===== Information supplied =====
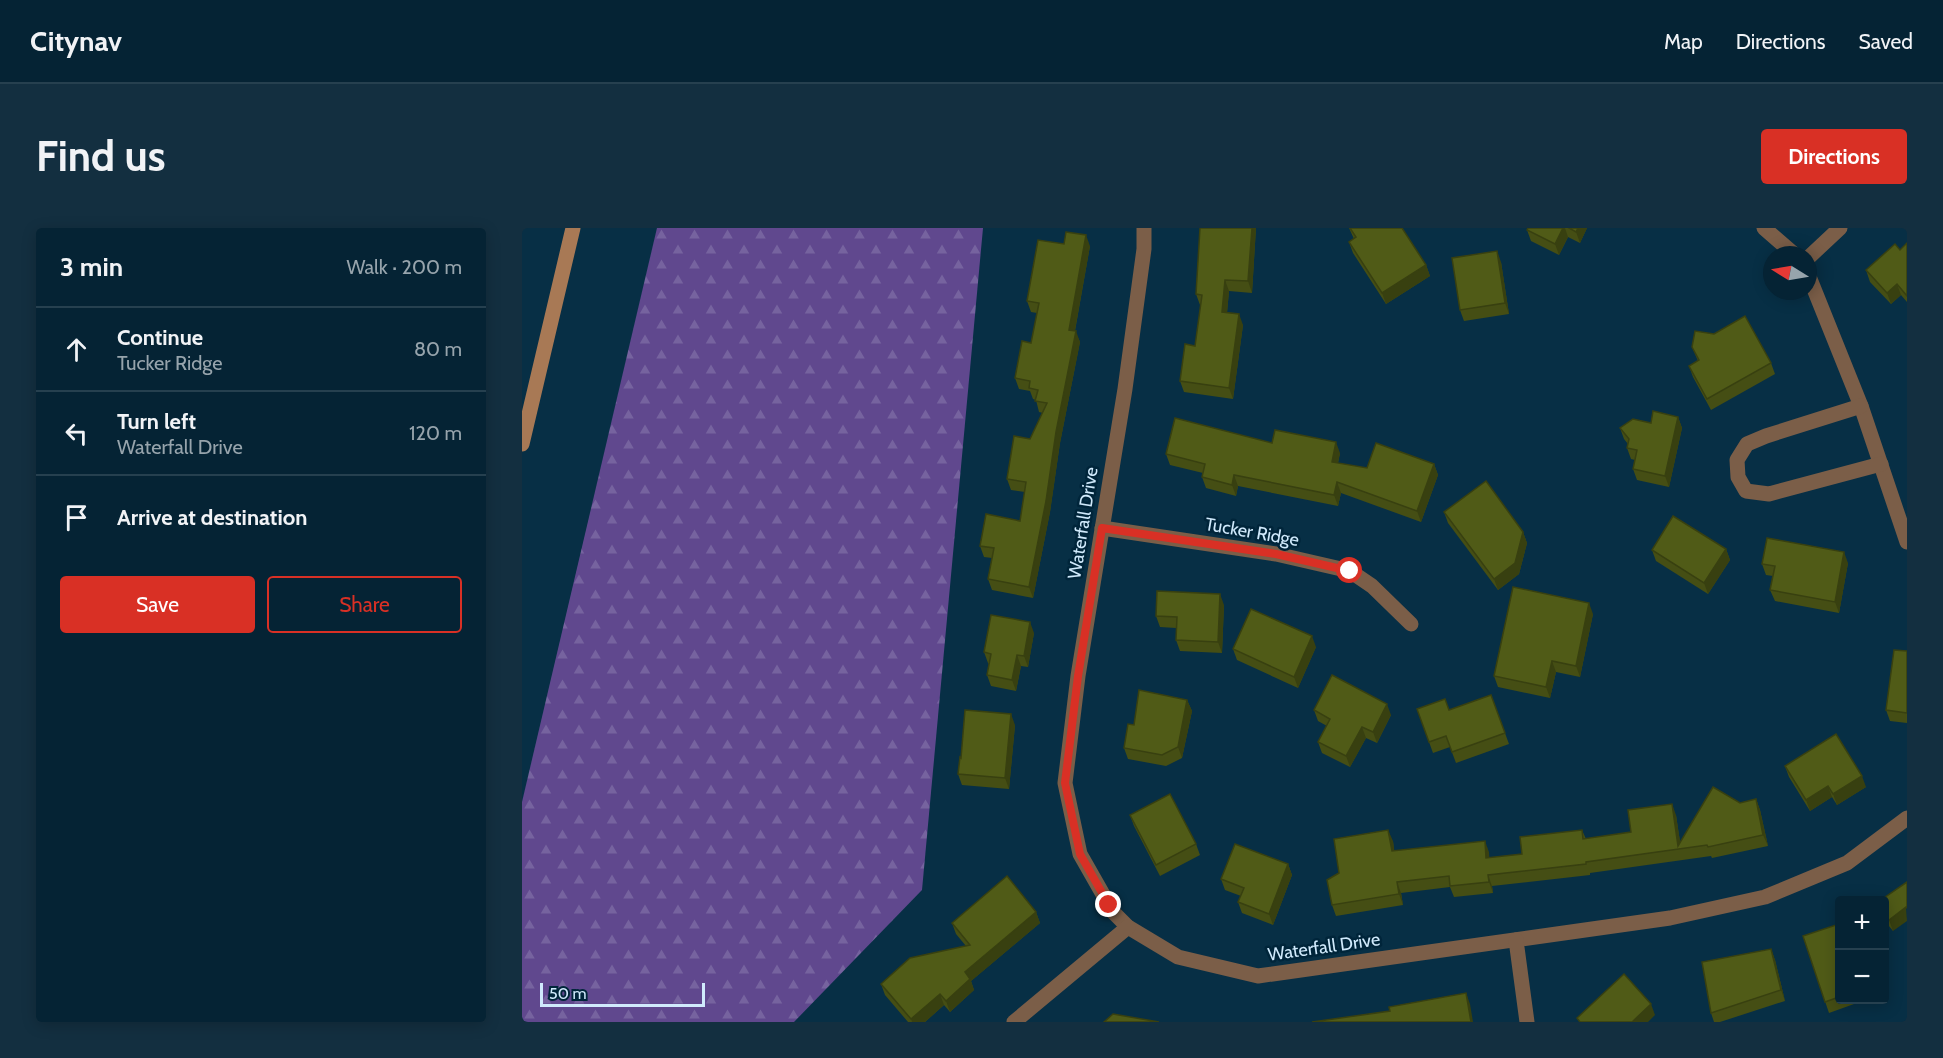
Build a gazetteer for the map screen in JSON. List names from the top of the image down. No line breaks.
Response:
{"streets":{"street":["Waterfall Drive","Tucker Ridge"]},"crossings":[["Waterfall Drive","Tucker Ridge"]],"scale_bar":"50 m","north":"left","page":{"header":"Citynav","nav":["Map","Directions","Saved"],"buttons":["Directions",["Save","Share"]],"title":"Find us","heading":["3 min","Walk · 200 m"],"list":[["Continue","Tucker Ridge","80 m"],["Turn left","Waterfall Drive","120 m"],"Arrive at destination"],"map_buttons":["+","−"],"scale":"50 m"}}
=====
What you will do: Output the full listing verbatim; pictures stay out.

Problem solution:
Build a gazetteer for the map screen in JSON. List names from the top of the image down. No line breaks.
Response:
{"streets":{"street":["Waterfall Drive","Tucker Ridge"]},"crossings":[["Waterfall Drive","Tucker Ridge"]],"scale_bar":"50 m","north":"left","page":{"header":"Citynav","nav":["Map","Directions","Saved"],"buttons":["Directions",["Save","Share"]],"title":"Find us","heading":["3 min","Walk · 200 m"],"list":[["Continue","Tucker Ridge","80 m"],["Turn left","Waterfall Drive","120 m"],"Arrive at destination"],"map_buttons":["+","−"],"scale":"50 m"}}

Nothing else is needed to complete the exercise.